=== YOUR OBJECTIVE ===
Where "check" occurs in a line of the entries below, copy that line.

===== DATA SHOWN

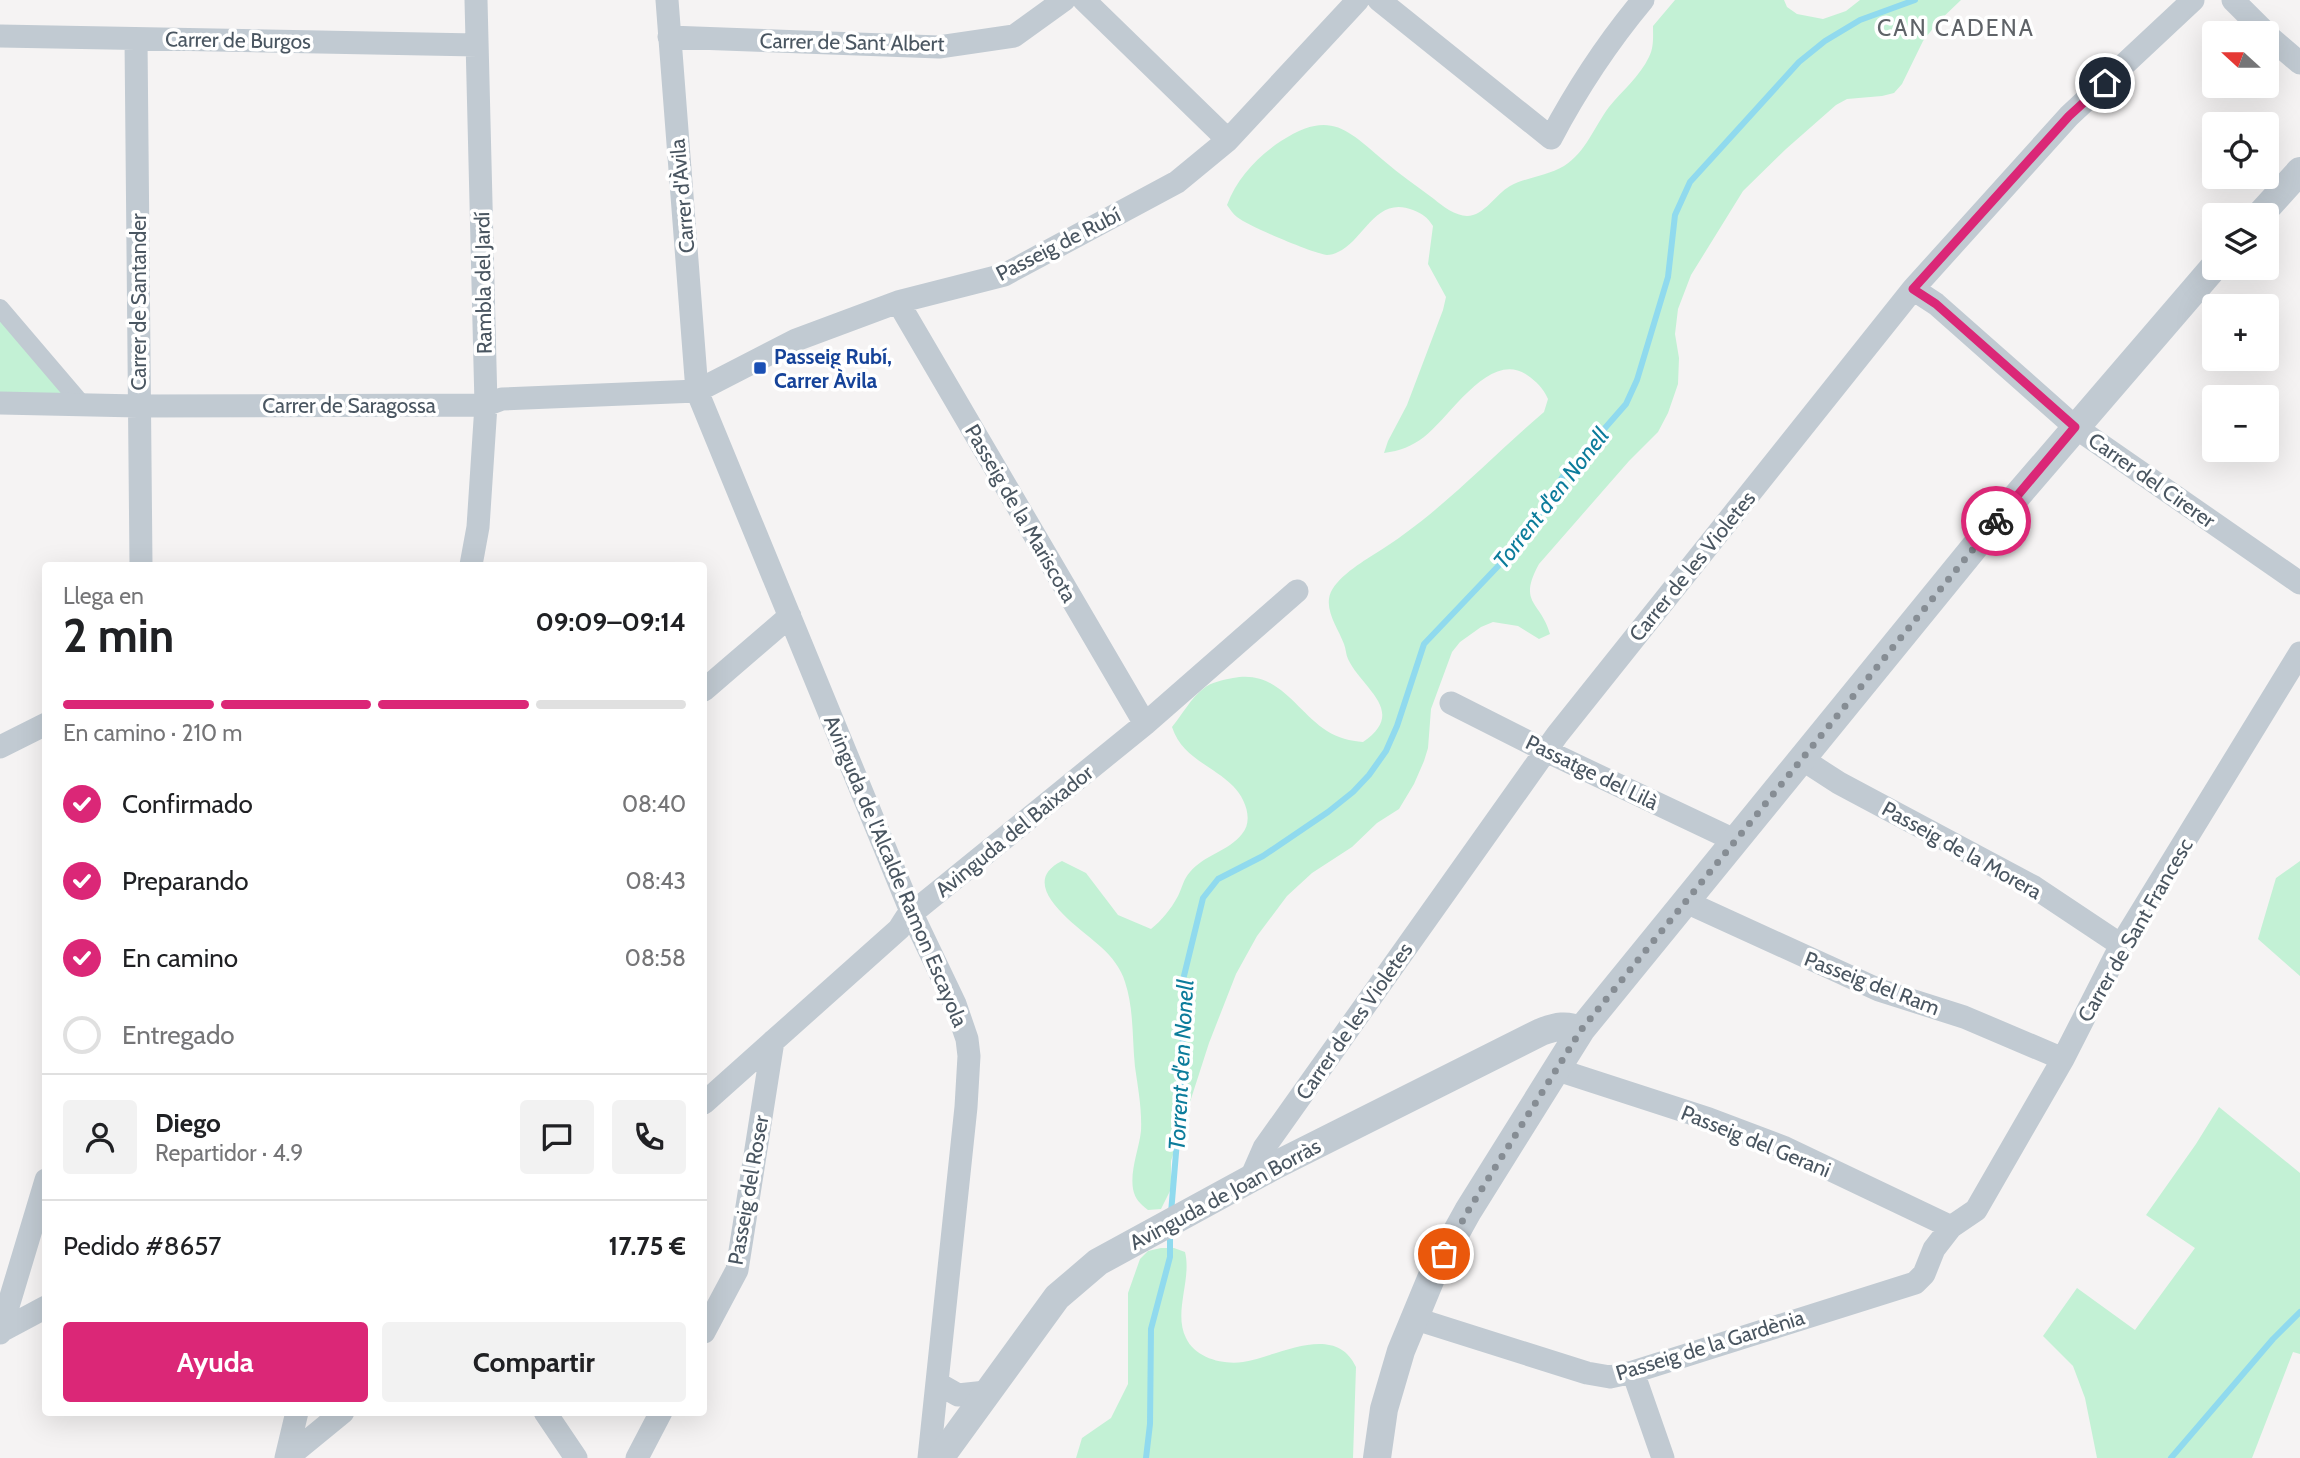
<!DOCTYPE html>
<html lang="es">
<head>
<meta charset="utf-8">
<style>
	:root { --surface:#fff; --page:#f2f2f2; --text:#202124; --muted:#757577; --line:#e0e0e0; --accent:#db2777 }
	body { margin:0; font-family:Cabin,sans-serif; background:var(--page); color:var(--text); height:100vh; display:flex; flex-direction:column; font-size:26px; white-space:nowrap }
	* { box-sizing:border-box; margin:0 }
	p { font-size:23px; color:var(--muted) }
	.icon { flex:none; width:38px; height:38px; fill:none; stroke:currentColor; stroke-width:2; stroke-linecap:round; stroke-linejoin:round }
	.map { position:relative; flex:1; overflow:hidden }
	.side { position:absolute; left:42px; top:562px; width:665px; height:854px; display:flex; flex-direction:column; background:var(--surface); border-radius:7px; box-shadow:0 7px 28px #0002 }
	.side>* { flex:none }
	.needle { width:46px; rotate:291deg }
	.tools { position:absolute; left:2202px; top:21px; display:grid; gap:14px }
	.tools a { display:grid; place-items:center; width:77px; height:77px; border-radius:7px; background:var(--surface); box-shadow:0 7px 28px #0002; font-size:35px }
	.pin { position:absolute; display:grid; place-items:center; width:60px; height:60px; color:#fff; margin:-30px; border:4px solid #fff; border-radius:50%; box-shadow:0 2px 7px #0007 }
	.courier { position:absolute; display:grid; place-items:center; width:70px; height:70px; margin:-35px; border:5px solid #db2777; border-radius:50%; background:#fff; color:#222; box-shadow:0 2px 9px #0007 }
	.headline em { font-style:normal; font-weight:700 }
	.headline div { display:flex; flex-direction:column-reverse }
	.headline { display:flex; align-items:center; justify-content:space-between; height:119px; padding:0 21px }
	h1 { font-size:46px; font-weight:700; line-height:52px }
	.bar { display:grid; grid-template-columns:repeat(4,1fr); gap:10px 7px; align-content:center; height:84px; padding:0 21px }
	.bar i { height:9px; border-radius:5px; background:var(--line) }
	.bar .on { background:var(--accent) }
	.bar p { grid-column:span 4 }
	.line { display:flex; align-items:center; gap:18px; padding:0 21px; border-top:2px solid var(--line) }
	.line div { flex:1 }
	.round { display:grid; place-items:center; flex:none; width:74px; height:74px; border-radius:7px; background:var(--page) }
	ol { padding:0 21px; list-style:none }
	li { display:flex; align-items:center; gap:21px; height:77px }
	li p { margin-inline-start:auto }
	li .icon { padding:7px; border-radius:50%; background:var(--accent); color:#fff; stroke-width:4 }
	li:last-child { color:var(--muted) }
	li i { width:38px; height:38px; border:4px solid var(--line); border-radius:50% }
	.primary-button { display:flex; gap:14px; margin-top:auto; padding:14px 21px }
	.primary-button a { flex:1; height:80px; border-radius:7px; background:var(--accent); color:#fff; font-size:28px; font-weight:700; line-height:80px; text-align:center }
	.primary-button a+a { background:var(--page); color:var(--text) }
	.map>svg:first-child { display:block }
</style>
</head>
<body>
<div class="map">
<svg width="2300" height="1458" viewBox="0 0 2300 1458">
	<rect width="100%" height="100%" fill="#f5f3f3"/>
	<path fill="#c3f1d5" d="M 1675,0 L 1784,0 L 1787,7 L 1797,14 L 1823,19 L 1846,11 L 1860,0 L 1961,0 L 1938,22 L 1923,41 L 1902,84 L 1894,93 L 1882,96 L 1847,99 L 1836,105 L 1786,149 L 1743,191 L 1691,275 L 1678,309 L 1675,334 L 1679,358 L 1678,384 L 1668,413 L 1658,432 L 1629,461 L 1539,564 C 1517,604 1541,601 1550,634 L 1539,639 L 1518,626 L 1493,622 L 1481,627 L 1460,642 L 1452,652 L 1431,709 L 1428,748 L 1424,761 L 1414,784 L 1399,809 L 1377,823 L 1352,847 L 1312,873 L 1287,896 L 1257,936 L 1236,974 L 1209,1043 L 1171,1161 L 1171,1189 L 1161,1209 L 1148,1210 C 1140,1204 1135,1199 1133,1189 C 1130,1170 1139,1149 1141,1131 C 1142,1109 1138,1088 1135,1067 C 1132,1038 1134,1009 1125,982 C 1121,968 1111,956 1101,947 C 1081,928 1013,885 1062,861 L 1086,873 L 1118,915 L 1151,929 C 1162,920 1171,909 1178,896 C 1182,888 1184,878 1190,872 C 1204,855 1229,851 1242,834 C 1254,820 1245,798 1233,786 C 1212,765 1182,758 1172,727 C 1182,715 1191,698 1203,689 C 1211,682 1223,680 1233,678 C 1278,669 1295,710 1327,731 C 1338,738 1350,741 1363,742 C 1408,711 1362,689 1348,659 C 1346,655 1346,649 1344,644 C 1339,630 1327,614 1329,599 C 1331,581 1359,564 1373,555 C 1436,517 1488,460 1544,412 L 1548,399 C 1543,388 1537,382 1527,375 C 1490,349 1450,417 1424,437 C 1412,446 1400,451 1384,453 L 1388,441 L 1407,405 L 1443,310 L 1446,297 L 1428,264 L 1433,226 C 1427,217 1423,214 1413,210 C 1375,195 1364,241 1338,252 C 1335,254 1330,255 1327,255 C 1314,254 1248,226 1237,217 C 1233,214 1230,209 1227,205 C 1237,178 1257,157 1281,141 C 1329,110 1346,128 1383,160 C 1399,174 1417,186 1434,199 C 1442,206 1456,216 1467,216 C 1484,216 1496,194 1510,186 C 1527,177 1547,176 1564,166 C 1586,152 1594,127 1609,107 C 1622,91 1640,76 1649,57 C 1654,47 1653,37 1653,26 Z
		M 0,308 L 81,403 L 0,403 Z
		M 2300,861 L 2300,976 L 2258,939 L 2276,878 Z
		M 2219,1107 L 2300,1173 L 2300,1354 L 2293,1352 L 2252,1458 L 2097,1458 L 2085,1398 L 2073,1366 L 2043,1336 L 2077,1288 L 2135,1330 L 2195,1248 L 2146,1215 L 2196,1144 Z
		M 1161,1248 L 1174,1248 L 1185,1252 C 1192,1280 1173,1312 1186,1338 C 1195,1358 1223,1365 1243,1362 C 1277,1357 1335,1321 1356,1367 L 1353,1458 L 1076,1458 L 1082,1438 L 1111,1418 L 1128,1384 L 1128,1293 L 1140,1259 L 1148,1251 Z"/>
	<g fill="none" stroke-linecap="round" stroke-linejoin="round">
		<path stroke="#90daee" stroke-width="6" d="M 1171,1213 L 1183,1069 L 1182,984 L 1203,898 L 1218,879 L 1263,856 L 1328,812 L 1353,792 L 1369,775 L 1386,751 L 1397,726 L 1424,644 L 1522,541 L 1563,476 L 1626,404 L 1637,380 L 1668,277 L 1675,215 L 1690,182 L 1799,62 L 1825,41 L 1860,20 L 1915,0
			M 1146,1458 L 1150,1424 L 1151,1329 L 1170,1257 L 1170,1231
			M 2171,1458 L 2273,1339 L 2300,1312"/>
		<path stroke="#c1cad2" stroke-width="18" d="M 0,308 L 81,403"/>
		<path stroke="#c1cad2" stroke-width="23" d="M 667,0 L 697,391 L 912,914 L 955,1004 L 967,1039 L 969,1056 L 966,1107 L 929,1458
			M 1084,0 L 1228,140
			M 1379,0 L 1551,138 C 1577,89 1608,42 1643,0
			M 2233,0 L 2266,33
			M 2266,34 L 2300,63
			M 0,36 L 477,45
			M 669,37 L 939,47 L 1014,36 L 1064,0
			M 136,39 L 141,565
			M 1913,289 L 1936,304 L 2075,427 L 2300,583
			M 898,302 L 1145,724
			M 0,403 L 138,406 L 486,405 L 502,399 L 697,391 L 796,340 L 898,302 L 1004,275 L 1177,182 L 1228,140 L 1358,0
			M 471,565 L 478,527 L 486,405 L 476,0
			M 704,690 L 790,616
			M 1451,703 L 1546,751 L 1734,840
			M 0,747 L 46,724
			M 1802,759 L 1839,783 L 2034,887 L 2121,945
			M 1684,901 L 1879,990 L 1964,1017 L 2063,1059
			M 1555,1069 L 1709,1119 L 1783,1147 L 1951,1227
			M 704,1103 L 899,929 L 906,918 L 1145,724 L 1297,591
			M 1250,1180 L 1264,1148 L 1557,735 L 1913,289 L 2069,116 L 2193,0
			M 1413,1318 L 1587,1373 L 1610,1377 L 1633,1372 L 1915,1283 L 1924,1274 L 1934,1249 L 1951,1227 L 1976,1210 L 2063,1059 L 2121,945 L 2300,653
			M 1,1331 L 46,1307
			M 704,1332 L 737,1270 L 773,1041
			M 0,1333 L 46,1180
			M 1633,1372 L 1663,1458
			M 937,1383 L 958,1395 L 986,1392
			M 545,1412 L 576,1458
			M 286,1458 L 297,1412
			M 287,1458 L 343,1412
			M 637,1458 L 661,1412"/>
		<path stroke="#c1cad2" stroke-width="28" d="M 2260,215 L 2300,171
			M 940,1458 L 1057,1297 L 1098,1262 L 1274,1166 L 1541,1032 C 1557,1026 1566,1024 1581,1030
			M 1377,1458 L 1384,1409 L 1401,1351 L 1432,1276 L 1468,1211 L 1581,1030 L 1999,517 L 2214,267"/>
	</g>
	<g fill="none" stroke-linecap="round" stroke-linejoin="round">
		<path stroke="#868d94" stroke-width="7" stroke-dasharray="0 12.6" d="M 1444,1254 L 1468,1211 L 1581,1030 L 1996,521"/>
		<path stroke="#db2777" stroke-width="9" d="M 1996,521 L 2075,427 L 1936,304 L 1913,289 L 2069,116 L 2105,83"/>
	</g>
	<rect fill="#1a4fb4" stroke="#fff" stroke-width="2.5" x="753" y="361" width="14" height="14" rx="3.5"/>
	<g text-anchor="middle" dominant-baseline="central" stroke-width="7" stroke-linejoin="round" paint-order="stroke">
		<g font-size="21" fill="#4a5661" stroke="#fff">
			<text transform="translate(238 40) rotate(1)">Carrer de Burgos</text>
			<text transform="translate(852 42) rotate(1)">Carrer de Sant Albert</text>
			<text transform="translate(682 196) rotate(-95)">Carrer d'Àvila</text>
			<text transform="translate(1058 244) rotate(-27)">Passeig de Rubí</text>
			<text transform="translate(483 283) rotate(-91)">Rambla del Jardí</text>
			<text transform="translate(138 302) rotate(-90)">Carrer de Santander</text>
			<text x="349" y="405">Carrer de Saragossa</text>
			<text transform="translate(2152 480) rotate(35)">Carrer del Cirerer</text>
			<text transform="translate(1021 513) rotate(60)">Passeig de la Mariscota</text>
			<text transform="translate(1692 566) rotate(-51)">Carrer de les Violetes</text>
			<text transform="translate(1592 772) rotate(26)">Passatge del Lilà</text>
			<text transform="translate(1014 831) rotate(-39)">Avinguda del Baixador</text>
			<text transform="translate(1962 850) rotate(29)">Passeig de la Morera</text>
			<text transform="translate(896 871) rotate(67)">Avinguda de l'Alcalde Ramon Escayola</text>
			<text transform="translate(2135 930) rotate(-60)">Carrer de Sant Francesc</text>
			<text transform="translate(1872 983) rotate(21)">Passeig del Ram</text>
			<text transform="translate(1354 1021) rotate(-55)">Carrer de les Violetes</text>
			<text transform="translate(1756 1141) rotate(22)">Passeig del Gerani</text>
			<text transform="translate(748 1190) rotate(-80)">Passeig del Roser</text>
			<text transform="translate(1225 1194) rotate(-28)">Avinguda de Joan Borràs</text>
			<text transform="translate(1710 1345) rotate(-17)">Passeig de la Gardènia</text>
		</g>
		<g font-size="21" font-weight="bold" fill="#164399" stroke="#fff" text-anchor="start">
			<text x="774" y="356">Passeig Rubí,<tspan x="774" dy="24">Carrer Àvila</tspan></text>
		</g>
		<g font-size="23" letter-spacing="2" fill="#5f6368" stroke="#fff">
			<text x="1956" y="28">CAN CADENA</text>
		</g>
		<g font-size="23" font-style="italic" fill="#0c7c9b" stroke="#fff">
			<text transform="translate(1551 498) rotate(-52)">Torrent d'en Nonell</text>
			<text transform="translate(1181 1065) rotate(-87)">Torrent d'en Nonell</text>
		</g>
	</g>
</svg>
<div class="tools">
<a><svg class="needle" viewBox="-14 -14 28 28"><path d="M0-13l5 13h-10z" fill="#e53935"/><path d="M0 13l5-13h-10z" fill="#757577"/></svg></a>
<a><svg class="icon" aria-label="locate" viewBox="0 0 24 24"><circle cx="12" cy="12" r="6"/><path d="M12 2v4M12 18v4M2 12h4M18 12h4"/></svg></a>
<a><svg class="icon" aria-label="layers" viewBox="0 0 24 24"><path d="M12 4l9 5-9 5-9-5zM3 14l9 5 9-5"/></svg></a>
<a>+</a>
<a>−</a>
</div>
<div class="pin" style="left:1444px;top:1254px;background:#ea580c"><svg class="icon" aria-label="bag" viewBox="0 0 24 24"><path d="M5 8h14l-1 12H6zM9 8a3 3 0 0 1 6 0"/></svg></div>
<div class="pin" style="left:2105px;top:83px;background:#1f2937"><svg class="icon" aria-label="home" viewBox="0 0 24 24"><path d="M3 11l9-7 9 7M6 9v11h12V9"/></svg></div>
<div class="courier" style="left:1996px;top:521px"><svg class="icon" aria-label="bike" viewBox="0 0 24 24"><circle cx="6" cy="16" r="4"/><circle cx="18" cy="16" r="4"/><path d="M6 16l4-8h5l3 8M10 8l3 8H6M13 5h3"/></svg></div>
<section class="side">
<div class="headline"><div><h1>2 min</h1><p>Llega en</p></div><em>09:09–09:14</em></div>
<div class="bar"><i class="on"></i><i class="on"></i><i class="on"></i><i></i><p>En camino · 210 m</p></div>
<ol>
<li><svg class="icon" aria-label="check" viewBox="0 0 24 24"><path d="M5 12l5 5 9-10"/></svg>Confirmado<p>08:40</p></li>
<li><svg class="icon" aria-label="check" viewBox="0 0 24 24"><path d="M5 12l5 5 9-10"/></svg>Preparando<p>08:43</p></li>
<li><svg class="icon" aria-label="check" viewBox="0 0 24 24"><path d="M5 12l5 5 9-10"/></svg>En camino<p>08:58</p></li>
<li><i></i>Entregado</li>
</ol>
<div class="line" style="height:126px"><a class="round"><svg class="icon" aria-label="person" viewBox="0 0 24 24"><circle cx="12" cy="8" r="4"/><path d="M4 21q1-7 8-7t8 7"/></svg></a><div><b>Diego</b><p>Repartidor · 4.9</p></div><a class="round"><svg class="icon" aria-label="chat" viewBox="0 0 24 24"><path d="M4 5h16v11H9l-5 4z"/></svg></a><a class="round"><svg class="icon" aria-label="phone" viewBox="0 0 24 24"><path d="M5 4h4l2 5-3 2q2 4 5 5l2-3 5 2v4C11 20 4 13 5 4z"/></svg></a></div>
<div class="line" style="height:91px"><div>Pedido #8657</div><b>17.75 €</b></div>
<div class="primary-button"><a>Ayuda</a><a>Compartir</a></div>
</section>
</div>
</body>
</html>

==========

=== TASK SOLUTION ===
<li><svg class="icon" aria-label="check" viewBox="0 0 24 24"><path d="M5 12l5 5 9-10"/></svg>Confirmado<p>08:40</p></li>
<li><svg class="icon" aria-label="check" viewBox="0 0 24 24"><path d="M5 12l5 5 9-10"/></svg>Preparando<p>08:43</p></li>
<li><svg class="icon" aria-label="check" viewBox="0 0 24 24"><path d="M5 12l5 5 9-10"/></svg>En camino<p>08:58</p></li>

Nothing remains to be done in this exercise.